The River of Protection
There’s a lovely verse in Colossians that I love in both the old and new translations given in a Bible that I have, but the verse has a peculiar significance for me in the newer version. Paul writes:
We also pray that you will be strengthened with all his glorious power so you will have all the endurance and patience you need. May you be filled with joy … (Colossians 1:11 NLT)
And the old translation is:
Strengthened with all might, according to his glorious power, unto all patience and longsuffering with joyfulness (KJV)
– which is much easier to remember, but somehow the more modern translation brings the meaning home, and it underlined to me the fact of the joy of God. We read: The joy of the Lord is your strength, and how significant the joy is in the New Testament! We call Christ the Man of Sorrows, and that is His title; it comes from Isaiah 53, and He does speak of His grief, more than any man’s, but He speaks again and again of His joy.
It is Paul who is writing to the Colossians, and that gives this verse peculiar significance because he suffered so much, and he emphasizes in all his letters again and again: Rejoice … and again I say, rejoice! … Rejoice always! Often we are contented if we can have the patience and the endurance, and we think we’re doing pretty well if we manage that in all circumstances. But Paul says: ‘and with joy’. And I realized just how significant joy is. Joy is part of the strength, and it’s absolutely necessary for us to live the kind of life God wants us to live, where we have a joy that is untroubled by fightings and fears without and within. That joy is strength, and it is the joy of God. And patience, yes, in tribulations, that we may be strengthened with all his glorious powerso that we will have endurance and patience, but with joy.
Strengthened in the inner man – how we need it! We can have a respectable exterior and everything seems fine, but inside we know the weakness and the utter dependency on God. That’s a good thing: as long as we are dependent on Him, we begin to find the strength.
In a house that we once lived in, when we were about to move we ran into a problem because the previous owners had made alterations without planning permission, and so we had to ask the council for a letter of comfort. They were not pleased with what had been done, and they said that although it all looked very nice the construction was not strong enough, and we were instructed at some expense to get a steel bar put in which ran almost the length of the house. Now that steel bar couldn’t be seen: it was hidden, but they said it had to be there for strengthening. And I thought, that is exactly what we need inside us: a steel bar of the strength of God. It’s hidden, but it’s absolutely vital.
How does it come? It comes with going through trial: just with going through life there comes patience and endurance. But how does the strength come? It’s developed through life, but it’s also linked to that joy. And the joy is linked with peace. Christ speaks of both in the same conversation with His disciples at the end of His life: that my joy may remain in you (John 14:27), and my peace I give to you (John 15:11).

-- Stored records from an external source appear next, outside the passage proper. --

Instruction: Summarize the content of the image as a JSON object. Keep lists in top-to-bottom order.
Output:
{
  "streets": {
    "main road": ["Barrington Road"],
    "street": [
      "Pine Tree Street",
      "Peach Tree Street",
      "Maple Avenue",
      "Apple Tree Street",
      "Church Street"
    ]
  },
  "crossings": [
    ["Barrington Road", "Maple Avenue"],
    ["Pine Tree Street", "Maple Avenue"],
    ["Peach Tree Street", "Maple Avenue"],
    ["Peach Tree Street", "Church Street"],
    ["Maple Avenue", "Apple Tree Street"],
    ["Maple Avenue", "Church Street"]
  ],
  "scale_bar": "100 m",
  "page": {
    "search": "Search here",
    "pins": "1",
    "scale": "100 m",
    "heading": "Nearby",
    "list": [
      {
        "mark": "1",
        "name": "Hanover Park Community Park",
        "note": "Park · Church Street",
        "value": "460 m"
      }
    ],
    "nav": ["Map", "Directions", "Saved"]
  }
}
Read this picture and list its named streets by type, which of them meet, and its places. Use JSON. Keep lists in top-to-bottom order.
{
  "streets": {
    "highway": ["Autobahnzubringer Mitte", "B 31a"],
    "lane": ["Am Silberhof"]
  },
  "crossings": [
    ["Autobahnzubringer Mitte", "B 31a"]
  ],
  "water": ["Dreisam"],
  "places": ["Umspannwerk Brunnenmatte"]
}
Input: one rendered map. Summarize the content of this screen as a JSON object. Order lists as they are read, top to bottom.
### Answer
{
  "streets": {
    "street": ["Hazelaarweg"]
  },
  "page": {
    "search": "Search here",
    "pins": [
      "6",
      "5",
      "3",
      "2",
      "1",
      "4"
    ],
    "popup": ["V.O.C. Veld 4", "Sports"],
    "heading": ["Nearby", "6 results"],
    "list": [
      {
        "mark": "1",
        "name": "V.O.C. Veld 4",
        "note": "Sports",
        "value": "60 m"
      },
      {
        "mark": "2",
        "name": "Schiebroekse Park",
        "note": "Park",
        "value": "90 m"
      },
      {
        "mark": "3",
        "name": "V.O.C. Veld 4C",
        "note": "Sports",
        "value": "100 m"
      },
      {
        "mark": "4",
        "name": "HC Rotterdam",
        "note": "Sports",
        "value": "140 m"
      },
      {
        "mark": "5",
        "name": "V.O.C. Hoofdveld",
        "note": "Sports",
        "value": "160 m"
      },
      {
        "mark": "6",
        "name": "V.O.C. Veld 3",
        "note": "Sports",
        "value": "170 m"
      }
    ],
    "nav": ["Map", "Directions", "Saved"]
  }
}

Paul writes to one of the churches:
Now may the Lord of peace Himself give you peace always in every way. (2 Thessalonians 3:16)
There is a very beautiful verse in Isaiah, where we read in the old translation:
But there the glorious Lord will be unto us a place of broad rivers and streams; wherein shall go no galley with oars, neither shall gallant ship pass thereby. (Isaiah 33:21 KJV)
The Lord shall be a place of broad rivers and streams, and there will be no galleys with oars: that makes me think of a slave ship. There will be nothing like slavery in our life. But the new translation says:
The Lord will be our Mighty One. He will be like a wide river of protection that no enemy can cross, that no enemy ship can sail upon. (NLT)
That is where our peace lies. The Lord will be our Mighty One; He will be like a wide river of protection, a broad stream ‘wherein shall go no galley with oars’. A galley with oars was usually a fighting vessel, so that it’s a river that no enemy can cross and no enemy ship can sail upon. And I think we can all immediately recognize: that’s exactly what we need. An ocean of God around us, cocooning us, that the enemy cannot cross.
Is this possible? Well, I think that’s where the apostle Paul lived. It’s probably where quite a number of them, like John, lived, where the enemy couldn’t reach them. Suffering, yes, in their life, but something in their spirit that was strengthened with the joy of God and the peace of God. It came from that protection that can be around us. Think of Aaron and Hur strengthening Moses there as he lifted up his hands to pray while the Israelites were fighting the Amalekites. He couldn’t hold his hands up any longer until they came on each side and held them up for him. We feel like that sometimes – and who comes to hold our hands up but God Himself and His Son Jesus Christ, by the power of the Holy Spirit, and we are strengthened. And we find around us, like a broad river, our God.
A line in Myers’ poem sums it up:
Then let me feel how infinite around me
Floats the eternal peace that is to be,
Rush from the demons, for my King has found me,
Leap from the universe and plunge in Thee!
(F W H Myers, St Paul)
Eternal peace, the eternal calm that is ours, and it comes on the wings of joy that is to remain with us. Blessed be His Name.